Hi there,
(This may be a duplication. The same message sent two hours ago seems lost
by the mailing server, so I resend.)
I experienced abnormal behaviors of RidgeClassifier in context of text
classification.
*Test setup*: ~800 documents, ~2500 features, 15 classes, scikit-learn dev
version (version few days ago), classification with KFold.
*Problem*:
When RidgeClassifier is tested, different results (f1,precision,recall) are
generated when X is in different formats, i.e. scipy.sparse vs (
numpy.ndarray(by toarray) or numpy.matrixlib.defmatrix.matrix(by todense) ).
The difference of results (f1/precision/recall) between X sparse and
(X.todense() or X.array()) are about -0.5% to +1.0%.
*Tests*:
Tested in full feature scenario, feature selection scenario, and parts of
classes scenario, this difference all occurs.
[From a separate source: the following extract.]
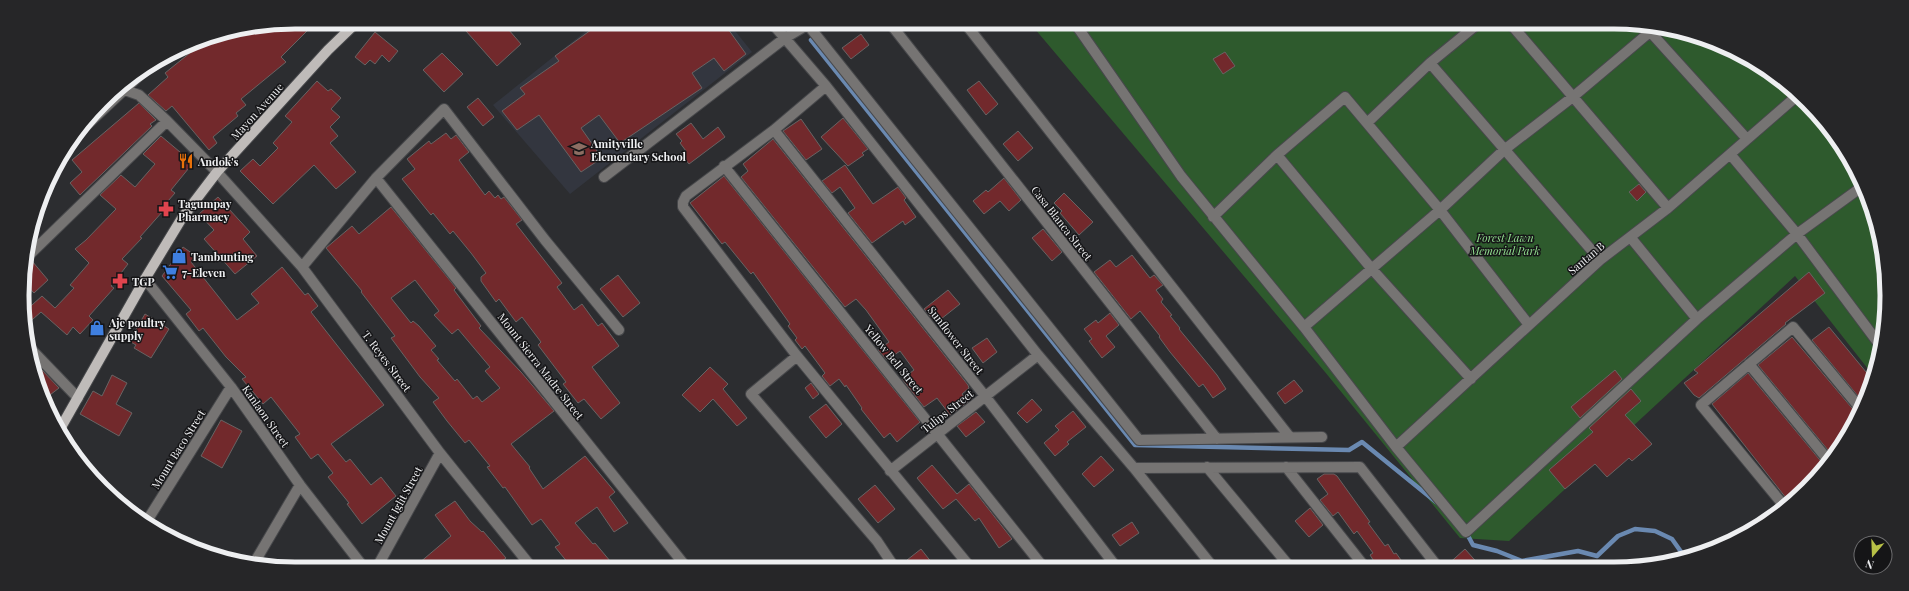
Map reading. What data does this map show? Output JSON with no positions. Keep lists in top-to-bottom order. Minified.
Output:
{"streets":{"main road":["Mayon Avenue"],"street":["Casa Blanca Street","Santan B","Sunflower Street","Yellow Bell Street","T. Reyes Street","Mount Sierra Madre Street","Tulips Street","Kanlaon Street","Mount Baco Street","Mount Iglit Street"]},"crossings":[["Mayon Avenue","T. Reyes Street"],["Mayon Avenue","Kanlaon Street"],["Sunflower Street","Tulips Street"],["Yellow Bell Street","Tulips Street"],["T. Reyes Street","Mount Iglit Street"],["Kanlaon Street","Mount Baco Street"]],"parks":["Forest Lawn Memorial Park"],"places":{"school or university":["Amityville Elementary School"],"restaurant":["Andok's"],"pharmacy":["Tagumpay Pharmacy","TGP"],"shop":["Tambunting","Aje poultry supply"],"supermarket":["7-Eleven"]},"north":"bottom"}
Other classifiers that can operate on scipy.sparse are tested, none of them
have this problem. Namely, kNN, Naive Bayes, LinearSVC, SGDClassifier.
So, I reckon, this may be a bug in Ridge itself. Does anyone know which
result, sparse one or toarray/todense one, is the correct one that I should
consider as my result?
Another question about how to use tree classifier: in the experiment
setting mentioned above, I get results, say f1 scores, around 83%-90% using
different kinds of classifiers mentioned above with parameter tunning.
However, when I tried tree classifier, my results are always below 65%.
I tried to tune different parameters but never got substantial improvement.
I tried to look into few textbook and paper, but still could not figure out
in practice what should I do to get similar results from tree classifier
compared to other classifiers.
Could you please shed some light on using trees with high-dimensional data,
or refer me to a practical guide about tree classifiers. Any help would be
appreciated!
------------------------------------------------------------------------------
All the data continuously generated in your IT infrastructure
contains a definitive record of customers, application performance,
security threats, fraudulent activity, and more. Splunk takes this
data and makes sense of it. IT sense. And common sense.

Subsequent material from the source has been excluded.